The Conservative voter who berated energy minister Amber Rudd on Question Time became something of an overnight sensation. Michelle Dorrell was visibly upset as she said life would become very difficult for her and her family if the government was to proceed with its reductions in tax credits. But just a day or two later, the Institute for Fiscal Studies (IFS) suggested that she is unlikely to be hit by the changes at all.
That Ms Dorrell didn’t understand the changes is unsurprising: tax credits are as clear as mud. Hardly anybody fully understands the tax credits system, including, if anecdotes are to believed, those working for the government in administering the system.
That makes reforming them an almighty challenge – and one that has caused the chancellor a major political headache. We now know that the Lords voted in favour of delaying the tax credit changes by three years and that the government must compensate those who lose out, sparking an intense constitutional debate. There may be repercussions be down the line for their noble Lordships, but it is hard to shake the impression that this could have been avoided with more clarity at the outset.
While the challenge was monumental, the reasons for reform seemed right. For a start, the principle of taking money from people’s pay cheques in tax, only to churn it through a bureaucracy and then hand some of it back in tax credits, is a bizarre one. So it was a brave decision by the chancellor to attempt to sort out the chaotic and expensive mess of a system.
But once the IFS calculated that families could lose out by as much as £1,000 per year, it began to unravel.
What could have been done instead? We know that the government has said that they won’t touch pensioner benefits and the triple lock on the state pension, which means that young people of working age are taking an extremely heavy hit from the savings being identified in the welfare budget. Indeed, the IFS has also found that pensioners are, for the first time, better off than the working young.
If we had the luxury of starting from first principles then politicians could have been truly ambitious and looked at the welfare system more fundamentally. Iain Duncan Smith has championed Universal Credit, which is indeed a far-ranging reform, but in 2010, the TaxPayers’ Alliance recommended an even bolder proposal with a form of Negative Income Tax, which would taper away at a constant rate as earnings increase. This week the Adam Smith Institute released a paper calling for a similar system.
But dealing with tax credits as they are, the TPA also proposed abolishing child benefit and increasing the child element of the child tax credit to address child poverty concerns. That would have saved £3bn a year by 2020. Another idea would be to cut child tax credits to their 2003–04 level in real terms, saving almost £6bn a year by the end of the parliament.
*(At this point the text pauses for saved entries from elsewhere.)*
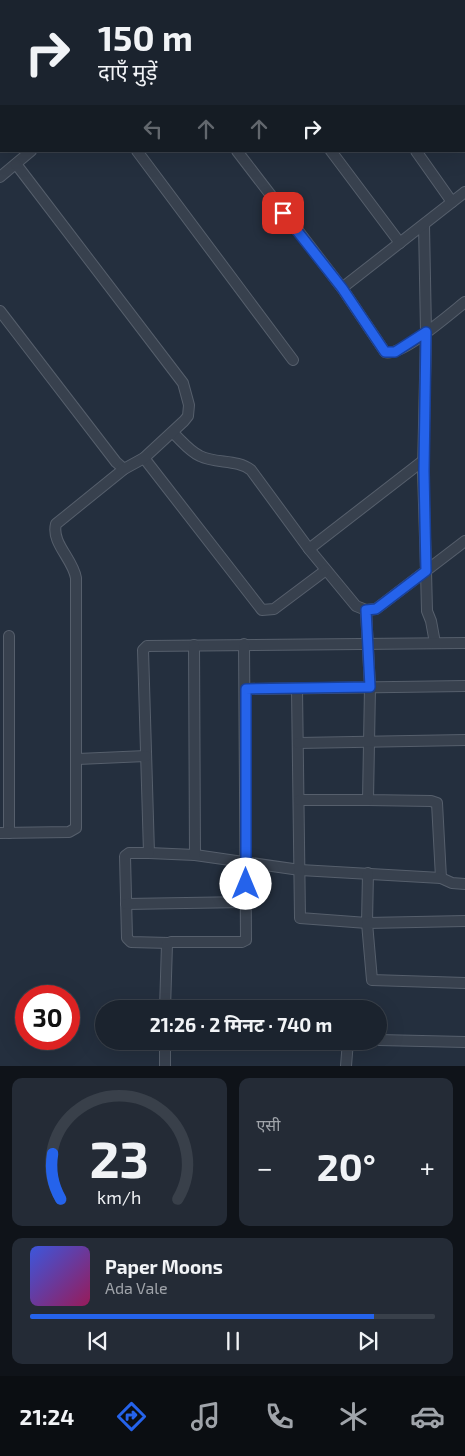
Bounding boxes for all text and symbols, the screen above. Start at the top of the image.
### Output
text: 150 m [98,16,193,58]
icon: right [15,20,80,85]
text: दाएँ मुड़ें [98,58,157,84]
icon: left [139,115,167,143]
icon: ahead [192,115,220,143]
icon: ahead [245,115,273,143]
icon: right [298,115,326,143]
pin [262,192,304,234]
icon: arrive [269,199,297,227]
position arrow [219,857,271,909]
speed limit sign: 30 [15,985,80,1050]
text: 21:26 · 2 मिनट · 740 m [150,1013,332,1036]
text: एसी [257,1115,280,1134]
text: 23 [89,1126,149,1188]
text: 20° [317,1143,376,1189]
text: − [257,1150,273,1184]
text: + [420,1150,435,1184]
text: km/h [97,1186,141,1208]
text: Paper Moons [105,1255,223,1278]
text: Ada Vale [105,1278,168,1297]
icon: previous [84,1327,112,1355]
icon: pause [219,1327,247,1355]
icon: next [354,1327,382,1355]
icon: directions [114,1399,149,1434]
icon: music [188,1399,223,1434]
icon: phone [262,1399,297,1434]
icon: climate [336,1399,371,1434]
icon: car [410,1399,445,1434]
text: 21:24 [20,1403,74,1429]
There are other suggestions now being mooted in the wake of the Lords defeat: speeding up the increase in the personal allowance, for instance, or cutting national insurance for the lowest earners. Whatever the chancellor decides, he should ensure that the numbers back up his claims to support the strivers.
Michelle Dorrell was confused and upset by the tax credit changes – who could blame her? The chancellor’s main task now is to set out, as clearly as possible, what he intends to do, who it will affect and how, if at all, he will compensate any "losers".